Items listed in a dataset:
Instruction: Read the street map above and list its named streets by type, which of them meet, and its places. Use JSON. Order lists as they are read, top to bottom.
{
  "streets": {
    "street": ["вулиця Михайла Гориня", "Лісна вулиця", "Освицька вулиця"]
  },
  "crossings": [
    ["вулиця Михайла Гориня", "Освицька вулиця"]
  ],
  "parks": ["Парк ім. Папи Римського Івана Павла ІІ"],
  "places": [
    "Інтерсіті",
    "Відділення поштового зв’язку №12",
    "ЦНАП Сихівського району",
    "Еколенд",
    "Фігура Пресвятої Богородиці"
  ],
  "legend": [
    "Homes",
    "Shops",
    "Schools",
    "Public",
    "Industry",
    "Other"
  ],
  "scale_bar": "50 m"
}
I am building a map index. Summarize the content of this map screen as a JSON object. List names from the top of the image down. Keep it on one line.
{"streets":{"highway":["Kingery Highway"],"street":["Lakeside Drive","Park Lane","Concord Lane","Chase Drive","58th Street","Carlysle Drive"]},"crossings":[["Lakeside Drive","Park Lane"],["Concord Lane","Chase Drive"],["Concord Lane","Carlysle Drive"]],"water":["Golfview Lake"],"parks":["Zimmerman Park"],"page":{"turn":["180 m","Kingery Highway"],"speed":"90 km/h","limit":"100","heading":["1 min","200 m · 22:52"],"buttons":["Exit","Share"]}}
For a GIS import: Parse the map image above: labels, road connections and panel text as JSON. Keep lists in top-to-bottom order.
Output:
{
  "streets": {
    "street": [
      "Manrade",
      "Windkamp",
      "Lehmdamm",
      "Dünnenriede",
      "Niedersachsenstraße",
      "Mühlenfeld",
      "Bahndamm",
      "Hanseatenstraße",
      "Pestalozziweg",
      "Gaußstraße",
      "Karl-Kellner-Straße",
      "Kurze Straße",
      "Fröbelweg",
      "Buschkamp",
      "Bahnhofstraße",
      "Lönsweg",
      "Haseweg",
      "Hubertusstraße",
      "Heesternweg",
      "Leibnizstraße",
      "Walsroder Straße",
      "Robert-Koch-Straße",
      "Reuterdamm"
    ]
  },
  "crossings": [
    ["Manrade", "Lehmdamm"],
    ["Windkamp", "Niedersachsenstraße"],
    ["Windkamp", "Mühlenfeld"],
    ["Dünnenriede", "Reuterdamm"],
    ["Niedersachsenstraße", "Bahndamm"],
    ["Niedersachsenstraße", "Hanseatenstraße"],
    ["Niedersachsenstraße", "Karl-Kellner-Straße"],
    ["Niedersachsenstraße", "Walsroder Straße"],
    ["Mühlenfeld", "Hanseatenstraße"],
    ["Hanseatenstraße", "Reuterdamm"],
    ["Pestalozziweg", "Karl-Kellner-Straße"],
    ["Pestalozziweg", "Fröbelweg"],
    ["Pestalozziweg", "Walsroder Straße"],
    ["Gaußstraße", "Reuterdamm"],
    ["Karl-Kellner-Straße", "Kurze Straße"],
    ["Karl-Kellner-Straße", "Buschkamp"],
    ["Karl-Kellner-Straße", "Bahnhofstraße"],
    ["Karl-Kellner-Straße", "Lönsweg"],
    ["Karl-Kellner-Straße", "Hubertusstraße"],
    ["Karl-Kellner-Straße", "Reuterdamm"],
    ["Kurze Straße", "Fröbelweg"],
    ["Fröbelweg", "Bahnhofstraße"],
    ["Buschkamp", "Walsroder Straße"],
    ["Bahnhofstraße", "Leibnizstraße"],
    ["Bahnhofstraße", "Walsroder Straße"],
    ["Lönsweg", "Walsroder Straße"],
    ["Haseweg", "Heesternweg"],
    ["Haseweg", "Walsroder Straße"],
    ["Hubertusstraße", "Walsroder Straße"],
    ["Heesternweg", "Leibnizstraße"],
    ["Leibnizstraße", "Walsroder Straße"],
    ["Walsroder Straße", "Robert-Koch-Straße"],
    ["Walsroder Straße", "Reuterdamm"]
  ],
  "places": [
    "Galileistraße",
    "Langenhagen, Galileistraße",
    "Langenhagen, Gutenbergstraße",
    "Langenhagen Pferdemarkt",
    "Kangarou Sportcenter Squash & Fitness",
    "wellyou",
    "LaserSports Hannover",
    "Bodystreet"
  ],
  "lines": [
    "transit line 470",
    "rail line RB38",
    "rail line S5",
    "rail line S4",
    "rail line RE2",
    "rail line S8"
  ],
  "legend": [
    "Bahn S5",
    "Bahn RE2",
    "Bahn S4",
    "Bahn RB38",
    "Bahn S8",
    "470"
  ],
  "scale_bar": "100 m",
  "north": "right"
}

TASK ITEM:
Reproduce the records above exactly. Leave nothing out.

ANSWER SECTION:
Instruction: Read the street map above and list its named streets by type, which of them meet, and its places. Use JSON. Order lists as they are read, top to bottom.
{
  "streets": {
    "street": ["вулиця Михайла Гориня", "Лісна вулиця", "Освицька вулиця"]
  },
  "crossings": [
    ["вулиця Михайла Гориня", "Освицька вулиця"]
  ],
  "parks": ["Парк ім. Папи Римського Івана Павла ІІ"],
  "places": [
    "Інтерсіті",
    "Відділення поштового зв’язку №12",
    "ЦНАП Сихівського району",
    "Еколенд",
    "Фігура Пресвятої Богородиці"
  ],
  "legend": [
    "Homes",
    "Shops",
    "Schools",
    "Public",
    "Industry",
    "Other"
  ],
  "scale_bar": "50 m"
}
I am building a map index. Summarize the content of this map screen as a JSON object. List names from the top of the image down. Keep it on one line.
{"streets":{"highway":["Kingery Highway"],"street":["Lakeside Drive","Park Lane","Concord Lane","Chase Drive","58th Street","Carlysle Drive"]},"crossings":[["Lakeside Drive","Park Lane"],["Concord Lane","Chase Drive"],["Concord Lane","Carlysle Drive"]],"water":["Golfview Lake"],"parks":["Zimmerman Park"],"page":{"turn":["180 m","Kingery Highway"],"speed":"90 km/h","limit":"100","heading":["1 min","200 m · 22:52"],"buttons":["Exit","Share"]}}
For a GIS import: Parse the map image above: labels, road connections and panel text as JSON. Keep lists in top-to-bottom order.
Output:
{
  "streets": {
    "street": [
      "Manrade",
      "Windkamp",
      "Lehmdamm",
      "Dünnenriede",
      "Niedersachsenstraße",
      "Mühlenfeld",
      "Bahndamm",
      "Hanseatenstraße",
      "Pestalozziweg",
      "Gaußstraße",
      "Karl-Kellner-Straße",
      "Kurze Straße",
      "Fröbelweg",
      "Buschkamp",
      "Bahnhofstraße",
      "Lönsweg",
      "Haseweg",
      "Hubertusstraße",
      "Heesternweg",
      "Leibnizstraße",
      "Walsroder Straße",
      "Robert-Koch-Straße",
      "Reuterdamm"
    ]
  },
  "crossings": [
    ["Manrade", "Lehmdamm"],
    ["Windkamp", "Niedersachsenstraße"],
    ["Windkamp", "Mühlenfeld"],
    ["Dünnenriede", "Reuterdamm"],
    ["Niedersachsenstraße", "Bahndamm"],
    ["Niedersachsenstraße", "Hanseatenstraße"],
    ["Niedersachsenstraße", "Karl-Kellner-Straße"],
    ["Niedersachsenstraße", "Walsroder Straße"],
    ["Mühlenfeld", "Hanseatenstraße"],
    ["Hanseatenstraße", "Reuterdamm"],
    ["Pestalozziweg", "Karl-Kellner-Straße"],
    ["Pestalozziweg", "Fröbelweg"],
    ["Pestalozziweg", "Walsroder Straße"],
    ["Gaußstraße", "Reuterdamm"],
    ["Karl-Kellner-Straße", "Kurze Straße"],
    ["Karl-Kellner-Straße", "Buschkamp"],
    ["Karl-Kellner-Straße", "Bahnhofstraße"],
    ["Karl-Kellner-Straße", "Lönsweg"],
    ["Karl-Kellner-Straße", "Hubertusstraße"],
    ["Karl-Kellner-Straße", "Reuterdamm"],
    ["Kurze Straße", "Fröbelweg"],
    ["Fröbelweg", "Bahnhofstraße"],
    ["Buschkamp", "Walsroder Straße"],
    ["Bahnhofstraße", "Leibnizstraße"],
    ["Bahnhofstraße", "Walsroder Straße"],
    ["Lönsweg", "Walsroder Straße"],
    ["Haseweg", "Heesternweg"],
    ["Haseweg", "Walsroder Straße"],
    ["Hubertusstraße", "Walsroder Straße"],
    ["Heesternweg", "Leibnizstraße"],
    ["Leibnizstraße", "Walsroder Straße"],
    ["Walsroder Straße", "Robert-Koch-Straße"],
    ["Walsroder Straße", "Reuterdamm"]
  ],
  "places": [
    "Galileistraße",
    "Langenhagen, Galileistraße",
    "Langenhagen, Gutenbergstraße",
    "Langenhagen Pferdemarkt",
    "Kangarou Sportcenter Squash & Fitness",
    "wellyou",
    "LaserSports Hannover",
    "Bodystreet"
  ],
  "lines": [
    "transit line 470",
    "rail line RB38",
    "rail line S5",
    "rail line S4",
    "rail line RE2",
    "rail line S8"
  ],
  "legend": [
    "Bahn S5",
    "Bahn RE2",
    "Bahn S4",
    "Bahn RB38",
    "Bahn S8",
    "470"
  ],
  "scale_bar": "100 m",
  "north": "right"
}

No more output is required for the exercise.